Jodeci's concept album lacks content



Jodeci (Uptown/MCA 11258)

There's nothing inherently wrong with concept albums; problems arise only when there's no real content to the concept. That seems the case with Jodeci's new album, "The Show, The After-Party, the Hotel." That the group can bring a certain measure of consciousness and class to sex-you-up R&B; is clear enough in sweet, slow-grind ballads like "Freek 'n You" and the sexy, sinuous "Get On Up." But let's face it -- even sex gets boring without context or variation, and Jodeci's concept provides little of either. Built around a fantasy in which the group gets swept into a netherworld of groupies and gratuitous partying, it pushes the notion of self-absorbed stardom to embarrassing new heights. Maybe next time they can skip the concept (and the silly, between-songs dramatic interludes) and simply focus on the music. Here's a suggestion: Call it "The Songs, the Album, the Hits."


Bruce Hornsby (RCA 66584)

A lot of people in popular music get by strictly on the basis of their songs, meaning that if there isn't magic in the chorus, the recording is a dead loss. Bruce Hornsby, though, is the kind of musician who can make even the slimmest of melodies seem fat with possibility, and he plays that strength to full advantage on "Hot House." His pianistic prowess is dazzling enough -- the percussive power and rich, singing tone he gets in "Spider Fingers" will impress even the casual listener -- but the album's greatest strength is the way Hornsby inspires the other players, leaving plenty of room in the jazzy "White Wheeled Limousine" for Bela Fleck and Pat Metheny to trade solos, and even giving Jerry Garcia a chance to stretch some in the surging, Doobie-ish "Cruise Control." There are several strong songs here, as "White Wheeled Limousine" and "The Tango King" are as catchy as any of Hornsby's best.
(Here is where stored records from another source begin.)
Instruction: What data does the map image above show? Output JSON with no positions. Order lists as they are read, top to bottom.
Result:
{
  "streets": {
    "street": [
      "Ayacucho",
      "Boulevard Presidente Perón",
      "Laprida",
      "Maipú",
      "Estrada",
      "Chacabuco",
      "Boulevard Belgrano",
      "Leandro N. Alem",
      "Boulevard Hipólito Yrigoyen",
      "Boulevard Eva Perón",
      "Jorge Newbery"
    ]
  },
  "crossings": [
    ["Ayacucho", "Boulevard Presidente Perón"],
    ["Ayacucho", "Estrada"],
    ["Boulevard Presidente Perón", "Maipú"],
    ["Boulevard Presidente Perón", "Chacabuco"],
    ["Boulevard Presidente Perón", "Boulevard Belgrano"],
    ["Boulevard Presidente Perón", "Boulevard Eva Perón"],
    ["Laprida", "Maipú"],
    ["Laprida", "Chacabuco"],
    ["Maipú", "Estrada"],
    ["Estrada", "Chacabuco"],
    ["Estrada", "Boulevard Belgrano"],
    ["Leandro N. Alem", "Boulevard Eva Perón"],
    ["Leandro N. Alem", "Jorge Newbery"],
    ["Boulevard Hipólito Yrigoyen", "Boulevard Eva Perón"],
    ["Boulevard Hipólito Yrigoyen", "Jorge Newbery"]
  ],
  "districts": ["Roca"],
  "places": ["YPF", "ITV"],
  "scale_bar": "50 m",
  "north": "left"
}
Original Soundtrack (Rhino/Turner Movie Classics 71964)

Even though most of us remember it in strictly cinematic terms, the fact is that "The Wizard of Oz" was a musical at heart. Just how much skill went into crafting that musical, however, has never been as obvious as with "The Wizard of Oz: Deluxe Edition." Although anyone familiar with the film will delight in again hearing such familiar favorites as "Over the Rainbow," "Ding-Dong! The Witch Is Dead" and "We're Off to See the Wizard," serious students of the film will be thrilled by the amount of new material included in this double-disc set. Not only are there outtakes and rehearsal tapes (including a lovely, unused reprise of "Over the Rainbow" and a much clearer version of the Munchkin feature "The Lollipop Guild"), but many of the orchestral pieces are offered in extended versions. All told, it's the next best thing to heading down the yellow brick road yourself!


Kenny Garrett (Warner Bros. 45731)

There are few more exacting tests of a saxophonist's abilities than to record with a piano-less trio. Then again, there are few saxophonists who can make that task seem as easy as Kenny Garrett does on "Triology." Working from a songbook that draws as much from Cole Porter as it does from John Coltrane, Garrett displays a masterful command of melodic manipulation, stretching the material to its limits without rendering it too abstract to follow. But as much as his lithe, insightful approach brings to such tunes as "Giant Steps" and "Night and Day," it's the subtle power of the rhythm section that ultimately makes this album a winner. Like Ron Carter and Tony Williams, Kiyoshi Kitagawa and Brian Blade bring an admirable mix of strength and subtlety to their rhythm work, fleshing out the musical possibilities so precisely that it's sometimes hard to believe that "Triology" is the work of three people.